_Exercise data_

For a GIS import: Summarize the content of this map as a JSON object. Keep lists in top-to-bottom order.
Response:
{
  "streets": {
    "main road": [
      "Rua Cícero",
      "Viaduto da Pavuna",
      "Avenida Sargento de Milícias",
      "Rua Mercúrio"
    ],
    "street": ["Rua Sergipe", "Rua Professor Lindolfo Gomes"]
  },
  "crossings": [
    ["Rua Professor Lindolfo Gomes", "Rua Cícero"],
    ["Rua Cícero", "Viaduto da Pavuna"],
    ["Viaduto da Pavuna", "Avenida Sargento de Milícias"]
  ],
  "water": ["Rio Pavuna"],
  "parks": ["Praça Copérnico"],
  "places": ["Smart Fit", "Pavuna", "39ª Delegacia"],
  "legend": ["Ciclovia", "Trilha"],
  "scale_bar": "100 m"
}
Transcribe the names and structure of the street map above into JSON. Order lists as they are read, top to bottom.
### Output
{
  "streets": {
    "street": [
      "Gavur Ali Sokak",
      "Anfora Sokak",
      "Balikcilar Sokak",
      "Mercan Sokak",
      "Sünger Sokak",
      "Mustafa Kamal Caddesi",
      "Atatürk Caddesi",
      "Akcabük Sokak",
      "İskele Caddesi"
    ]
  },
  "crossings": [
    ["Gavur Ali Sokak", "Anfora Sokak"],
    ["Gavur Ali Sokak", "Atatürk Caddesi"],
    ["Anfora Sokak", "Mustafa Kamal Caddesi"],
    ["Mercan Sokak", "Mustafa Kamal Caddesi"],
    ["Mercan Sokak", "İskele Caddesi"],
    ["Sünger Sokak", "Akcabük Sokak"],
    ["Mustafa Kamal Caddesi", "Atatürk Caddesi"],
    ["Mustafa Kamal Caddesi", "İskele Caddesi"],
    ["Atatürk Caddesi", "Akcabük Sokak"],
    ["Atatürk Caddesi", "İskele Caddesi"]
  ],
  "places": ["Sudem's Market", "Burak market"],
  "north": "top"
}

_Directions_
Each line from the top of the material above through the line with "Transcribe the names" must be echoed exactly, and no other line.

_Solution to this exercise_
For a GIS import: Summarize the content of this map as a JSON object. Keep lists in top-to-bottom order.
Response:
{
  "streets": {
    "main road": [
      "Rua Cícero",
      "Viaduto da Pavuna",
      "Avenida Sargento de Milícias",
      "Rua Mercúrio"
    ],
    "street": ["Rua Sergipe", "Rua Professor Lindolfo Gomes"]
  },
  "crossings": [
    ["Rua Professor Lindolfo Gomes", "Rua Cícero"],
    ["Rua Cícero", "Viaduto da Pavuna"],
    ["Viaduto da Pavuna", "Avenida Sargento de Milícias"]
  ],
  "water": ["Rio Pavuna"],
  "parks": ["Praça Copérnico"],
  "places": ["Smart Fit", "Pavuna", "39ª Delegacia"],
  "legend": ["Ciclovia", "Trilha"],
  "scale_bar": "100 m"
}
Transcribe the names and structure of the street map above into JSON. Order lists as they are read, top to bottom.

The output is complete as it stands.